The color of a flower is often a good clue as to what might pollinate it. Yellow and white are sort of default flower colors because they are highly reflective and easily seen by a number of potential pollinators. White, sweetly fragrant flowers that shine even in moonlight attract night-flying moths and bats.
Many yellow flowers contain nectar guides, which are patterns of pigments with ultraviolet absorption. The pigments belong to a group of organic compounds called flavanols. Honeybees and other insects with ultraviolet visual sensitivity are attracted to the center of these flowers. Interestingly, red flowers don’t contain these nectar guides as they tend to be pollinated by birds.

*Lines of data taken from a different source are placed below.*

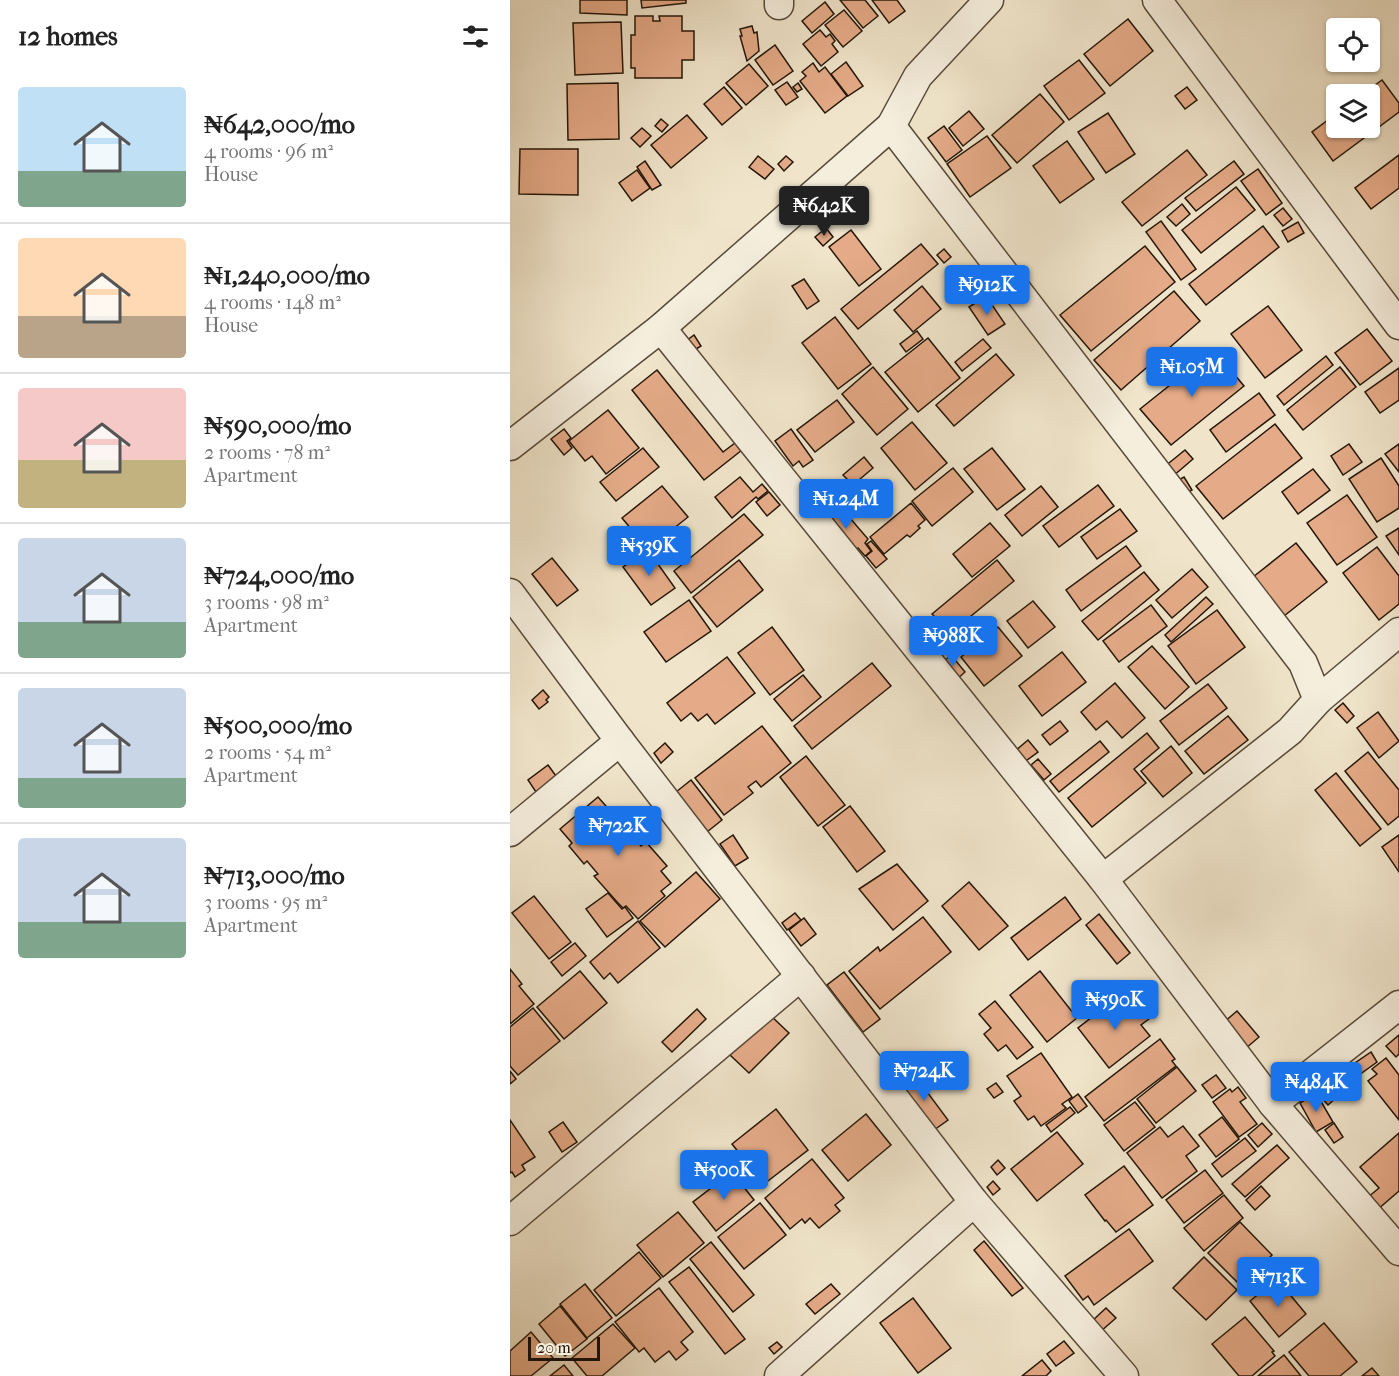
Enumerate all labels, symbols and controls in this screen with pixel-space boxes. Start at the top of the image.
map controls [1326,18,1380,138]
button: locate [1326,18,1380,72]
icon: filters [459,20,492,53]
text: 12 homes [18,21,118,52]
button: layers [1326,84,1380,138]
text: ₦642,000/mo [204,109,355,140]
icon: home [66,111,138,183]
text: 4 rooms · 96 m² [204,140,333,163]
text: House [204,163,258,186]
pin: ₦642K [782,186,866,237]
text: ₦642K [793,194,855,217]
text: ₦1,240,000/mo [204,260,370,291]
icon: home [66,262,138,334]
pin: ₦912K [945,265,1029,316]
text: ₦912K [959,273,1015,296]
text: 4 rooms · 148 m² [204,291,341,314]
text: House [204,314,258,337]
pin: ₦1.05M [1143,347,1241,398]
text: ₦1.05M [1160,355,1224,378]
text: ₦590,000/mo [204,410,351,441]
icon: home [66,412,138,484]
text: 2 rooms · 78 m² [204,441,330,464]
text: Apartment [204,464,298,487]
pin: ₦1.24M [797,479,895,530]
text: ₦1.24M [813,487,879,510]
pin: ₦539K [607,526,691,577]
text: ₦539K [621,534,677,557]
text: ₦724,000/mo [204,560,354,591]
icon: home [66,562,138,634]
text: 3 rooms · 98 m² [204,591,329,614]
text: Apartment [204,614,298,637]
pin: ₦988K [911,616,995,667]
text: ₦988K [923,624,983,647]
text: ₦500,000/mo [204,710,352,741]
icon: home [66,712,138,784]
text: 2 rooms · 54 m² [204,741,331,764]
text: Apartment [204,764,298,787]
pin: ₦722K [576,806,660,857]
text: ₦722K [588,814,648,837]
text: ₦713,000/mo [204,860,345,891]
icon: home [66,862,138,934]
text: 3 rooms · 95 m² [204,891,327,914]
text: Apartment [204,914,298,937]
pin: ₦590K [1073,980,1157,1031]
text: ₦590K [1085,988,1145,1011]
pin: ₦724K [882,1051,966,1102]
text: ₦724K [894,1059,954,1082]
pin: ₦484K [1274,1062,1358,1113]
text: ₦484K [1285,1070,1347,1093]
pin: ₦500K [682,1150,766,1201]
text: ₦500K [694,1158,754,1181]
pin: ₦713K [1236,1257,1320,1308]
text: ₦713K [1251,1265,1305,1288]
scale bar [528,1334,600,1362]
text: 20 m [537,1338,571,1357]

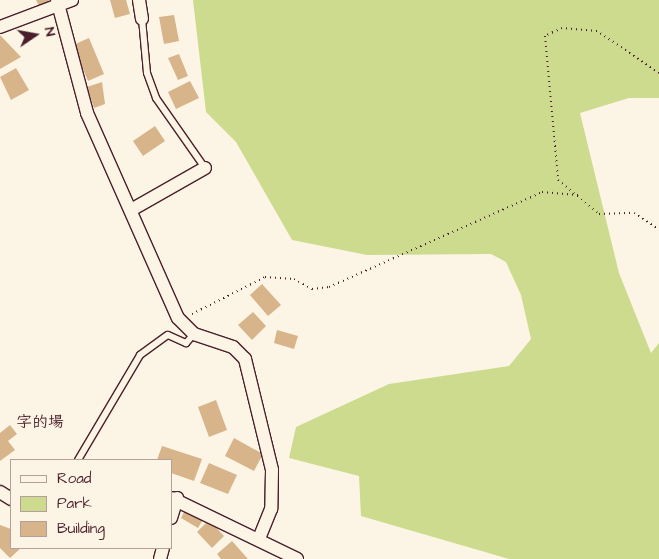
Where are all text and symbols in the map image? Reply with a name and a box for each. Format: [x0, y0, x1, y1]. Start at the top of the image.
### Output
north arrow [10, 10, 60, 60]
text: N [39, 26, 60, 38]
district label: 字的場 [16, 412, 64, 432]
legend [10, 459, 172, 549]
text: Road [57, 468, 91, 489]
text: Park [57, 493, 92, 514]
text: Building [57, 518, 105, 539]

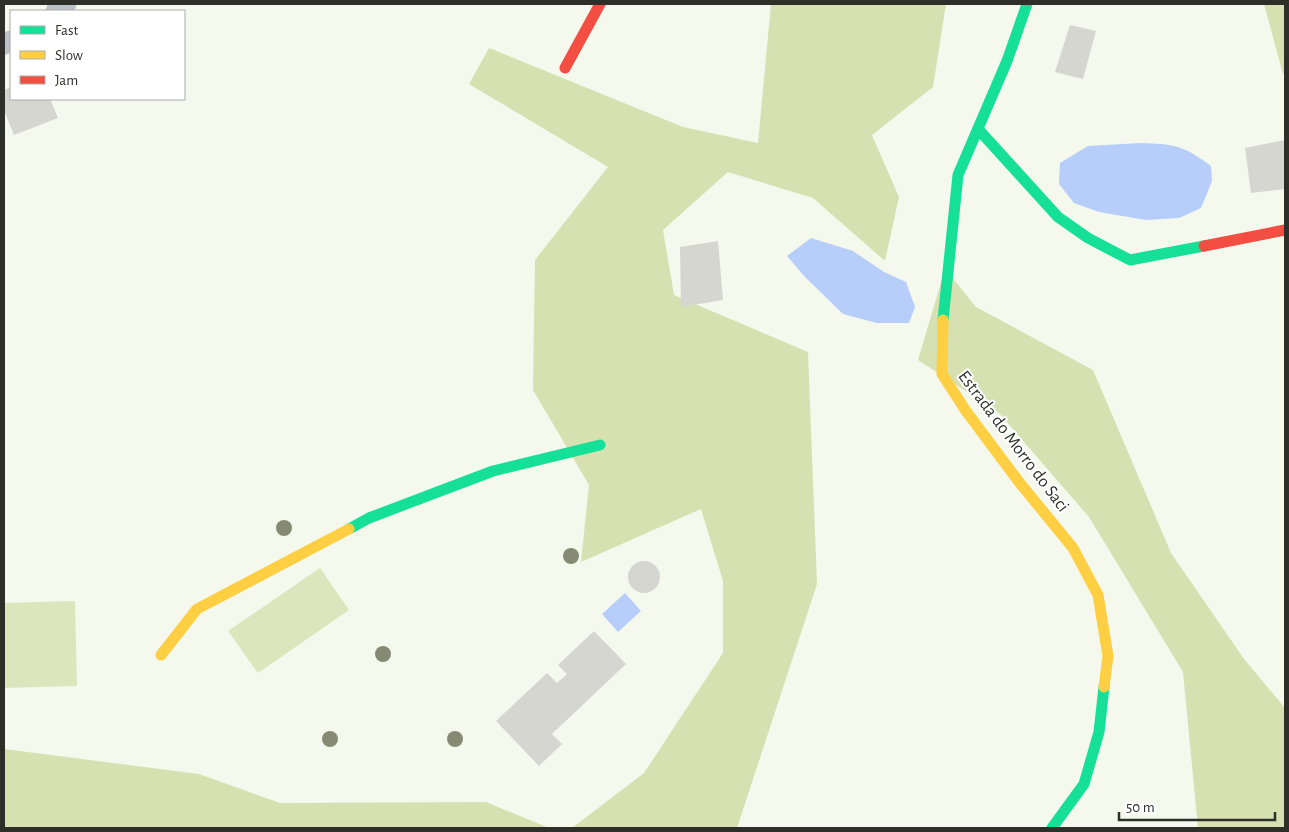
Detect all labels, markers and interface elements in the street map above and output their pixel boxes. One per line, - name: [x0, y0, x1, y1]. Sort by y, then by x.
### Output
- legend: [10, 10, 185, 100]
- text: Fast: [55, 23, 79, 38]
- text: Slow: [55, 48, 83, 63]
- text: Jam: [55, 73, 78, 88]
- street label: Estrada do Morro do Saci: [954, 368, 1072, 516]
- scale bar: [1119, 790, 1275, 822]
- text: 50 m: [1126, 800, 1155, 815]

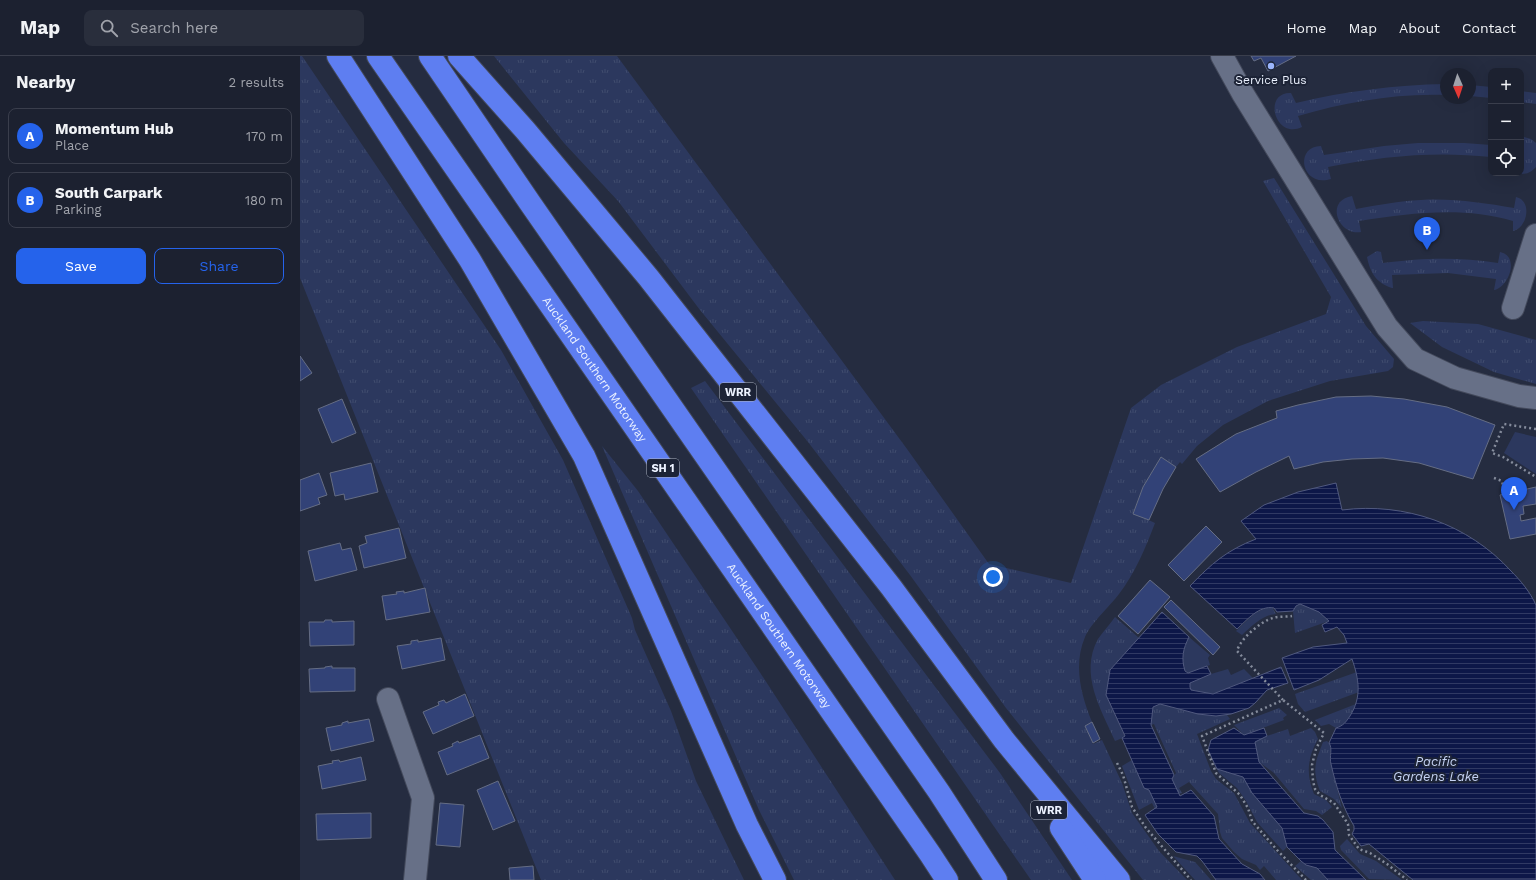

Yellow is certainly a common flower color in meadows and prairies in mid to late summer and fall, when bees, wasps, and flies are most numerous. However, the color they see is not the gold or chrome yellow that we perceive. Bees and many other insects can see ultraviolet light, an ability that likely evolved early on, when the only pigments available for floral advertisement where the ones that reflect ultraviolet light.
Yellow pigments (and many white ones as well) look blue-violet or blue-green in ultraviolet light. What we see as a plain white or yellow bloom is revealed to a bee as a complex diagram complete with lines and patches that serve as landing guides to efficiently move bees to nectar and pollen.
Some overly hybridized flowers bred for human purposes and not insects’ abilities can be very confusing to six-legged visitors. I have watched a honeybee stagger aimlessly on a florist’s lily. What to me was a lovely pattern of white, yellow and pink spotting on an ivory background was incomprehensible to the bee. It was as if someone had pulled out all the street signs and rearranged them randomly, and the bee could find no guidance to the nectar in the flower’s throat.
Red is probably the easiest color for us to see. A small red object stands out at a great distance, so it is no wonder that red and orange are the colors of warning and caution on our highways and byways. Birds see red very clearly as well, explaining why many bird dispersed fruits and hummingbird-pollinated flowers are crimson or scarlet.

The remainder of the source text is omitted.